Each line that contains the word "controls" is to be copied from the records below.

BEGIN RECORDS TO USE

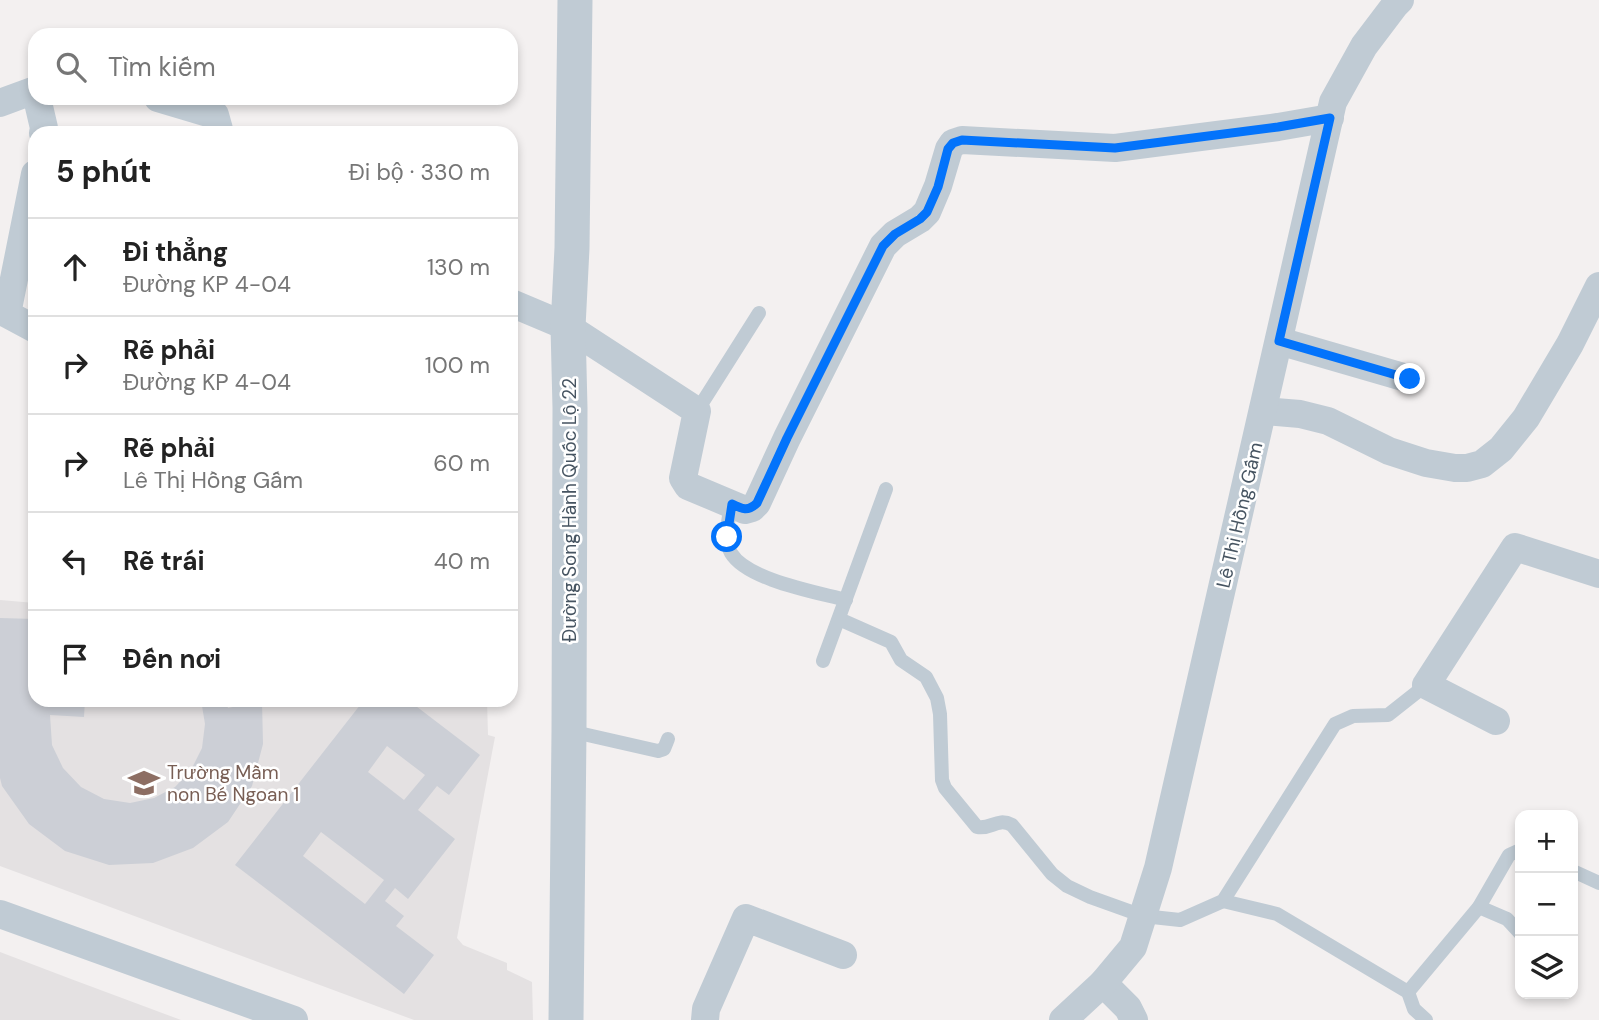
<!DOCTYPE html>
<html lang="vi">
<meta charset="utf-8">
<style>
:root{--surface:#fff;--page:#f2f2f2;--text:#222;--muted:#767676;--line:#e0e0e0}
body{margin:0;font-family:"DM Sans",sans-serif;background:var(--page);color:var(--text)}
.controls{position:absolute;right:21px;bottom:21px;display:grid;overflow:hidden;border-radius:14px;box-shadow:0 4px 10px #0003}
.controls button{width:63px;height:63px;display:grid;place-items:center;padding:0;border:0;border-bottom:2px solid var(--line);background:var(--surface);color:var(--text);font:35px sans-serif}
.stop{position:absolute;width:21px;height:21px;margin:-16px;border:5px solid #0373fb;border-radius:50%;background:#fff}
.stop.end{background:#0373fb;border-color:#fff;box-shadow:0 2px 7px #0008}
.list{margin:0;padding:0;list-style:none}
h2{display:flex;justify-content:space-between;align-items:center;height:91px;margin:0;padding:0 28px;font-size:30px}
h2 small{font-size:23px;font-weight:400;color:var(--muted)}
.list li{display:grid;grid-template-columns:46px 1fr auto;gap:21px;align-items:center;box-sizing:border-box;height:98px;padding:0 28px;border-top:2px solid var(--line)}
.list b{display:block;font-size:26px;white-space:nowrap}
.list p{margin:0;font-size:23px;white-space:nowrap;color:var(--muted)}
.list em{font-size:23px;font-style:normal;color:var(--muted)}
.icon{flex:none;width:38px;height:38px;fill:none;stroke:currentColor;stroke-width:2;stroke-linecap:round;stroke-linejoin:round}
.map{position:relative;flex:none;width:1599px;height:1020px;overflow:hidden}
.search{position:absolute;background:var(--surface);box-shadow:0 4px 10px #0003;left:28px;top:28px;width:490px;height:77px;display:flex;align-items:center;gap:18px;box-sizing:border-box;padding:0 24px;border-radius:21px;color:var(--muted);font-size:26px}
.panel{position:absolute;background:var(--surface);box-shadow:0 4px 10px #0003;left:28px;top:126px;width:490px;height:581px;border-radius:21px}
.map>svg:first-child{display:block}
</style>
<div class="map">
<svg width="1599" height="1020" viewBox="0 0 1599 1020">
<rect width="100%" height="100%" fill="#f3f0f0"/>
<!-- education -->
<g fill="#e4e1e2">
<polygon points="0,600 35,603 35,700 487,700 488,735 495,737 457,938 463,945 507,963 507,970 532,982 533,1020 414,1020 0,866"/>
<polygon points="0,952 71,979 181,1020 0,1020"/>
</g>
<!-- building -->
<g fill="#cccfd6" fill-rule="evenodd">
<polygon points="0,618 35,619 35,700 85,700 84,717 50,715 52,745 63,768 81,787 104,799 130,803 154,798 175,787 191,770 202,748 205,724 201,700 226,700 228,708 262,701 263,744 252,786 228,822 193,848 153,863 109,865 65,851 29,824 2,786 0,778"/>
<path d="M364,700H408L480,755L449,795L437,786L418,810L455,839L408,899L395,888L385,901L404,916L396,926L434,955L404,994L235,865ZM387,746L425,775L404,800L368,772ZM321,832L384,880L365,904L303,856Z"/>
</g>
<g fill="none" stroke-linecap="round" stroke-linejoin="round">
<!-- service -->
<g stroke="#c0cbd4" stroke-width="14">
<polyline points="697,411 759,313"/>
<path d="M731,504C729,519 723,539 731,553C747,580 816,592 846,600"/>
<path d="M839,619L891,642L901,660L926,677L937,698L940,714L942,780L945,788L977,827C991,830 997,817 1012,825L1052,874L1067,886L1090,897L1143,916L1180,920L1223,901L1335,724L1353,716L1388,715L1426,685"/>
<polyline points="823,661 886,489"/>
<polyline points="570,731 658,751 664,749 668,739"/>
<polyline points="1573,871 1599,883"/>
<polyline points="1223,901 1277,914 1408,992 1414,1009 1426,1020"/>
<polyline points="1479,907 1507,919 1520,933"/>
<polyline points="1408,992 1479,907 1509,855 1520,850"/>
</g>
<!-- minor -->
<g stroke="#c0cbd4" stroke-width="28">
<polyline points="37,98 44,128 43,133"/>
<polyline points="158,98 215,115 220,133"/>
<polyline points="0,103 35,90"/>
<polyline points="35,174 7,314 35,329"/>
<polyline points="511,303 568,327 697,411 683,478 688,486 745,510 752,508 757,503 787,438 883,246 895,234 920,219 927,212 938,186 949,149 953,143 962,140 1115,148 1278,127 1330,118"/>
<polyline points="1279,341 1410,379"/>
<polyline points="1263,411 1300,414 1328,421 1389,451 1426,463 1455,468 1467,468 1482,464 1501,449 1526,418 1570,344 1599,286"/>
<polyline points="1496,721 1426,685 1515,547 1599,574"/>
<polyline points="0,914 294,1020"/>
<polyline points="1103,983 1128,1008 1134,1020"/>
<polyline points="705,1020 706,1009 746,918 843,955"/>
<polyline points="1063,1020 1103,983 1133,947 1158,868 1333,102 1364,46 1395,5 1400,0"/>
</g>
<!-- tertiary -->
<polyline stroke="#c0cbd4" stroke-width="35" points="566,1020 569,731 570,408 568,327 572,248 575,0"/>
</g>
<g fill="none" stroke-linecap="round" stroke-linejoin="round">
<!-- route -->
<path stroke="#0373fb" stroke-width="9" d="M727,537L732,504C742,509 748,512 757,503L787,438L883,246L895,234L920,219L927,212L938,187L948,149L953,143L962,140L1115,148L1278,127L1330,118L1279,341L1410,379"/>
</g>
<!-- icons -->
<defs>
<symbol id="school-bare" viewBox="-9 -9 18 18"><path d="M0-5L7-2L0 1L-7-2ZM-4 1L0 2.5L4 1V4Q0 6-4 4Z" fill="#8d6e63" stroke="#fff" stroke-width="2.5" paint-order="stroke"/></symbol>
</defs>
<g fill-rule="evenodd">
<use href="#school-bare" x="122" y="761" width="44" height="44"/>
</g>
<g text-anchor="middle" stroke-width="5" stroke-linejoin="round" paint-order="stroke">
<!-- street labels -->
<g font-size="19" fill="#465461" stroke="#fff">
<text transform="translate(569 510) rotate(-90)" y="7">Đường Song Hành Quốc Lộ 22</text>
<text transform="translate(1239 515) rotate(-77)" y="7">Lê Thị Hồng Gấm</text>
</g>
<!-- education labels -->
<g font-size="19" fill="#785e54" stroke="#fff" text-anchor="start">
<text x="167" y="779">Trường Mầm<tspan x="167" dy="22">non Bé Ngoan 1</tspan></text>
</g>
</g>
</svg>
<div class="controls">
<button>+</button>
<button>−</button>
<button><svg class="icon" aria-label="layers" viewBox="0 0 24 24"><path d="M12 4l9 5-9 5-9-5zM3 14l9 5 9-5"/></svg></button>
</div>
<div class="stop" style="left:727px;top:537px"></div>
<div class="stop end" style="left:1410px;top:379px"></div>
<div class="search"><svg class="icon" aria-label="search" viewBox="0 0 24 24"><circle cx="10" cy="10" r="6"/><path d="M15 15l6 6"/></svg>Tìm kiếm</div>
<section class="panel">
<h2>5 phút<small>Đi bộ · 330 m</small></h2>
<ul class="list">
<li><svg class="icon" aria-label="ahead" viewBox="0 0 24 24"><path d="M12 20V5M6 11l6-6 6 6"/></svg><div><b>Đi thẳng</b><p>Đường KP 4-04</p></div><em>130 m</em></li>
<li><svg class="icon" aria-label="right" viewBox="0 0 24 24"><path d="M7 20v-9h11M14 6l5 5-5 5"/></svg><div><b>Rẽ phải</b><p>Đường KP 4-04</p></div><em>100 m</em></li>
<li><svg class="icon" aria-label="right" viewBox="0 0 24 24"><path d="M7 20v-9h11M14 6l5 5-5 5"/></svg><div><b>Rẽ phải</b><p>Lê Thị Hồng Gấm</p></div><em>60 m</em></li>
<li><svg class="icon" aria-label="left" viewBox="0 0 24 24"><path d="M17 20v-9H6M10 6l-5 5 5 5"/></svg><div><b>Rẽ trái</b></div><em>40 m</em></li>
<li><svg class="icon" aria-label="arrive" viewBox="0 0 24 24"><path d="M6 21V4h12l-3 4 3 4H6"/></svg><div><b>Đến nơi</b></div></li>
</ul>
</section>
</div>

END RECORDS TO USE

_WRITTEN RESPONSE_:
.controls{position:absolute;right:21px;bottom:21px;display:grid;overflow:hidden;border-radius:14px;box-shadow:0 4px 10px #0003}
.controls button{width:63px;height:63px;display:grid;place-items:center;padding:0;border:0;border-bottom:2px solid var(--line);background:var(--surface);color:var(--text);font:35px sans-serif}
<div class="controls">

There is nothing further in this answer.